How do you prevent Measles?
- The best way to prevent Measles is to get the MMR vaccine
- The MMR vaccine is offered to all children in Australia as part of the childhood vaccination schedule. It gives around 93% protection after one shot, and 97% after a second.
- It is generally very safe and effective.
- “Herd immunity” is important in protecting against Measles epidemics- this means that over 95% of kids need to be immunised to make the vaccine work for the entire community.
- There is an MMR vaccine at 12 months of age, and another at 18 months called MMRV (which also includes immunisation against chicken pox). A catch-up vaccine can be given at 4 years of age in children who didn’t get a second vaccine.
- People born after 1966 who have never had Measles or the MMR vaccine are also eligible.
- The MMR vaccine is often recommended for overseas travellers as well as healthcare workers or people working with children or the elderly.
- Booster vaccinations may be advised if there is an outbreak in a community.
- If a person has been exposed to Measles and has not been vaccinated, they may be given “Human normal immunoglobulin” or HNIG for short- this can help to reduce the risk of infection, if given within 6 days of exposure. It can be used in young babies, pregnant women or people with weakened immune systems (for example due to cancer, leukaemia or HIV)

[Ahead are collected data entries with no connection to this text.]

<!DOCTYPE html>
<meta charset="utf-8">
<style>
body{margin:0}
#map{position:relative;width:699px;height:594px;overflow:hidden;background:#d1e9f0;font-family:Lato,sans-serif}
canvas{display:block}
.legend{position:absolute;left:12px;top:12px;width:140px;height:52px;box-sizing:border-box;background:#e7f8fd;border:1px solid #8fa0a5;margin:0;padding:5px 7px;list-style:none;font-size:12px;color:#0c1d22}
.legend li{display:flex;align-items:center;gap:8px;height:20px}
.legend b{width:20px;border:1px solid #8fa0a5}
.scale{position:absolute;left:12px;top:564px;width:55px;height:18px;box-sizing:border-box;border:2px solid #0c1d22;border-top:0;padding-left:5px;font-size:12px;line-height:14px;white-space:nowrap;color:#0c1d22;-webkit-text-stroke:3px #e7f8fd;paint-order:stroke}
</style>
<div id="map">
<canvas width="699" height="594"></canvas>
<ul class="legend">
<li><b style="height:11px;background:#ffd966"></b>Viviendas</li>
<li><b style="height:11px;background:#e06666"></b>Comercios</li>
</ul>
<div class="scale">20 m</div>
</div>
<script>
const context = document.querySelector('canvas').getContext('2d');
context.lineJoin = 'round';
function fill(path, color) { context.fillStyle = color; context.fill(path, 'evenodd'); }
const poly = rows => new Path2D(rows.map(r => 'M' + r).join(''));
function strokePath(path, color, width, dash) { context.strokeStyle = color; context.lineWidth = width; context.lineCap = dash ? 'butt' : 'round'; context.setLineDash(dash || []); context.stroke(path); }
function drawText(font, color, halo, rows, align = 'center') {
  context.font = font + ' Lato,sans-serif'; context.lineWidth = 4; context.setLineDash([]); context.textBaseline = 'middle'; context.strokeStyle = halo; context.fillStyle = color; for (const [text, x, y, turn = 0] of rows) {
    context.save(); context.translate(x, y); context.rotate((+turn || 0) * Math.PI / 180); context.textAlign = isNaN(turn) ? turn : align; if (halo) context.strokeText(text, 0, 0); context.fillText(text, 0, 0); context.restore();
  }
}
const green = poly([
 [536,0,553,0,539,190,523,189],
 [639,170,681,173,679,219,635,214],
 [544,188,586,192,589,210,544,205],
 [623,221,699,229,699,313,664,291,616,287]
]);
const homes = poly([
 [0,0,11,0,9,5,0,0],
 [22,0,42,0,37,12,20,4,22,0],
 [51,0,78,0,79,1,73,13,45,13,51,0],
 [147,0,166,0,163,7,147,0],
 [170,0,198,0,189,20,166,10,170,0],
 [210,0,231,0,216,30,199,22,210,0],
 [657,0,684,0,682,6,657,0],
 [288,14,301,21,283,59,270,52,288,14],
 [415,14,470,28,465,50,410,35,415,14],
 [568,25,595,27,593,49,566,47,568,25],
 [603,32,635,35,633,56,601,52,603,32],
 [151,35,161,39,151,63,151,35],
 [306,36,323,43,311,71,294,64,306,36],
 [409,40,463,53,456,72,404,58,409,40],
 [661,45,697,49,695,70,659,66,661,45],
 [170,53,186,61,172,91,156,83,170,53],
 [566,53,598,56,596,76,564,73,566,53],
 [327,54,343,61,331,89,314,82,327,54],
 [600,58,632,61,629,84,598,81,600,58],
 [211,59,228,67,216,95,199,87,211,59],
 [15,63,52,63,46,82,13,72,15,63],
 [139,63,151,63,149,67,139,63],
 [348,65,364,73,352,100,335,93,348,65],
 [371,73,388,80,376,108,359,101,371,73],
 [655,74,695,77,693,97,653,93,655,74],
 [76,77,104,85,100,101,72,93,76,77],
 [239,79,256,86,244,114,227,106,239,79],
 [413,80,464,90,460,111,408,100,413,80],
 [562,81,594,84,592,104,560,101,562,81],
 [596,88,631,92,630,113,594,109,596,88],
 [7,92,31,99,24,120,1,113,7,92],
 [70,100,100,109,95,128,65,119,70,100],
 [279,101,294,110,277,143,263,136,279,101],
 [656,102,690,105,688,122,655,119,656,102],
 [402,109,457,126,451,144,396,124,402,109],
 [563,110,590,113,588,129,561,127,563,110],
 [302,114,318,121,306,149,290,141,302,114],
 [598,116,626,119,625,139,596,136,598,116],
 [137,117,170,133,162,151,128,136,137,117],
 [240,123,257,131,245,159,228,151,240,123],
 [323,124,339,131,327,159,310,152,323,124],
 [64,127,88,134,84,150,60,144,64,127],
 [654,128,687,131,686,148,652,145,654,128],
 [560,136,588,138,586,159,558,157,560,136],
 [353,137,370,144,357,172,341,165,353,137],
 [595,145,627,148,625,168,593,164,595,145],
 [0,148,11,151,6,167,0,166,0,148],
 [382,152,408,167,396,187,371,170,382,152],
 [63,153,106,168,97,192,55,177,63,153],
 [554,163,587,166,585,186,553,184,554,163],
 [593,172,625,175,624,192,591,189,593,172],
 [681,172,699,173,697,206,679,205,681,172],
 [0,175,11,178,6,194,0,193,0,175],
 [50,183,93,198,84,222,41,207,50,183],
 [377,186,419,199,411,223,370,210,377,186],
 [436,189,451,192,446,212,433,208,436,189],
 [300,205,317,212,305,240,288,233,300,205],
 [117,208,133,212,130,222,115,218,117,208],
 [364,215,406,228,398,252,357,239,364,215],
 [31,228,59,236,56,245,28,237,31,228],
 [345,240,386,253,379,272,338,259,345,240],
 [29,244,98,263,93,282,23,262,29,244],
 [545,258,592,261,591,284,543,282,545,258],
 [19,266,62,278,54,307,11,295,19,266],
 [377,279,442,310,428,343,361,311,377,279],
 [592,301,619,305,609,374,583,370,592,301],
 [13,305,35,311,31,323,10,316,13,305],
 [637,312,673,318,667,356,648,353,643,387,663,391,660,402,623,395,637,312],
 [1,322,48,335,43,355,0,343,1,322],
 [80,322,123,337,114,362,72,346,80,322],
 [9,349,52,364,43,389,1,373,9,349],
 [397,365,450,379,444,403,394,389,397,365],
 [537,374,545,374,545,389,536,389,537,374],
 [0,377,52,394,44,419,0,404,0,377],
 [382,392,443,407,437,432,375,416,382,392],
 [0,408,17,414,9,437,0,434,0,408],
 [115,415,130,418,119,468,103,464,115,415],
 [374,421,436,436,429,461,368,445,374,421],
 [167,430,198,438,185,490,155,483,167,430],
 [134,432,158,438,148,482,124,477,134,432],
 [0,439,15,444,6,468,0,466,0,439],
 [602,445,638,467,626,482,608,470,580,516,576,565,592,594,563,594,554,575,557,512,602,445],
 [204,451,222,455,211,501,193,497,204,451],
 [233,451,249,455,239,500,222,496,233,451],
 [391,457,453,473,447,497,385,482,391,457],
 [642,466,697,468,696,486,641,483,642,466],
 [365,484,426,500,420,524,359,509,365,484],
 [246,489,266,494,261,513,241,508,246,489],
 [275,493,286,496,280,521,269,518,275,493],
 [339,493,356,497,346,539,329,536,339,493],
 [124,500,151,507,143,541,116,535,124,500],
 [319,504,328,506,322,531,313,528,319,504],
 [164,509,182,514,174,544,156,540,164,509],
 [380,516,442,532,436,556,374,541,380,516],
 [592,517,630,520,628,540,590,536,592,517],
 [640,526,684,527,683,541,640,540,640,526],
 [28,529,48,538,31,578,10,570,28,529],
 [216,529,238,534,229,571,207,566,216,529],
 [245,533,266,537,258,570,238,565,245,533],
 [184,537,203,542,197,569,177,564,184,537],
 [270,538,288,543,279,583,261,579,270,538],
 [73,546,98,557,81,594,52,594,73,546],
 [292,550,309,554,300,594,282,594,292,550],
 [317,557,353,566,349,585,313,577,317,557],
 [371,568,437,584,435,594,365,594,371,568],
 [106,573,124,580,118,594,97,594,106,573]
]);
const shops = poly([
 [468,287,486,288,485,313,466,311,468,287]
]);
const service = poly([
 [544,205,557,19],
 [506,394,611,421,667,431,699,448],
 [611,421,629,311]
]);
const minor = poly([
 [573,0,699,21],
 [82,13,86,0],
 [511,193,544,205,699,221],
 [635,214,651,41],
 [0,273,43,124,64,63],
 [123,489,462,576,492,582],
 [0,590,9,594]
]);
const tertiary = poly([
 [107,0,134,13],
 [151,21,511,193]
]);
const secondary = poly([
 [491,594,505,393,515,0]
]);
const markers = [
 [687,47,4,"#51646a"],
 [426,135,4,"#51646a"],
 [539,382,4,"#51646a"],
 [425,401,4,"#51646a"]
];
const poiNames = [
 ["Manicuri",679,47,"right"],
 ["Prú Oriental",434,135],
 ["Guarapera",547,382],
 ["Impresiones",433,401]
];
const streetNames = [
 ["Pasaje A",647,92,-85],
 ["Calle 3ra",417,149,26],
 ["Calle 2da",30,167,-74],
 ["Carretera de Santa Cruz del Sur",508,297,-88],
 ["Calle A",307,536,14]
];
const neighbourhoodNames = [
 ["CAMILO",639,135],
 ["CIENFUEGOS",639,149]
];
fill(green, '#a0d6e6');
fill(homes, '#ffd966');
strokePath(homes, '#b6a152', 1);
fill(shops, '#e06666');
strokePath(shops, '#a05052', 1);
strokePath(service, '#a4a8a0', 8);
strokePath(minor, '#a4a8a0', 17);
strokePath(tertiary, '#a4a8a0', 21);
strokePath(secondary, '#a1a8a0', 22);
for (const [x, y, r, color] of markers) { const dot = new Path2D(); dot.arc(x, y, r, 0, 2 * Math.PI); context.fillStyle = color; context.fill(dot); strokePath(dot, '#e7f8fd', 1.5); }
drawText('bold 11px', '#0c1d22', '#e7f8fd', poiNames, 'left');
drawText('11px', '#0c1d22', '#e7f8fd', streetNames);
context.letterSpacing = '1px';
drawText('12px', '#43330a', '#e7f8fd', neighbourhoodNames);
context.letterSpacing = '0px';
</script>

Who shouldn’t have the MMR vaccine?
- Pregnant women (pregnancy should also be avoided in the month following MMR vaccine)
- People with significantly weakened immune systems- e.g. due to chemotherapy and certain illnesses such as HIV. A doctor can advise you if you’re not sure.
- People who have known allergies to ingredients in the vaccine
If you’re not sure, speak to your GP.
For how long should a person with Measles stay out of school or work?
- If a person has Measles, they should stay at home from work, school or childcare for at least 5 days after the Measles rash first appears.
- If an unvaccinated person or someone with a weakened immune system has been exposed to a known case of Measles they should be quarantined for 2 weeks after the exposure, to ensure they are not carrying it. This is because an infected person can spread Measles even before they develop the rash.
Can you get Measles twice?
If you’ve had Measles it’s rare to get it again. However, if a person’s immune system becomes weakened for some reason (such as serious illness or medication that affects the immune system), they may be at risk.
When should I see a doctor?
- If you think your child has Measles, it’s important to seek urgent medical advice to confirm the case.
- It’s a good idea to tell your GP or the emergency department of your concerns before you arrive for an appointment, so they can take precautions to prevent spread to other people(e.g. they may ask you to sit in a separate, quarantined waiting area).
Is there any treatment for Measles?
There is no specific treatment for Measles. It’s a virus, so antibiotics don’t work. General measures include plenty of fluids, rest and Paracetamol.Sometimes, if complications such as ear infections or pneumonia occur, antibiotics may be considered.
If you have concerns bout Measles you should speak to your doctor.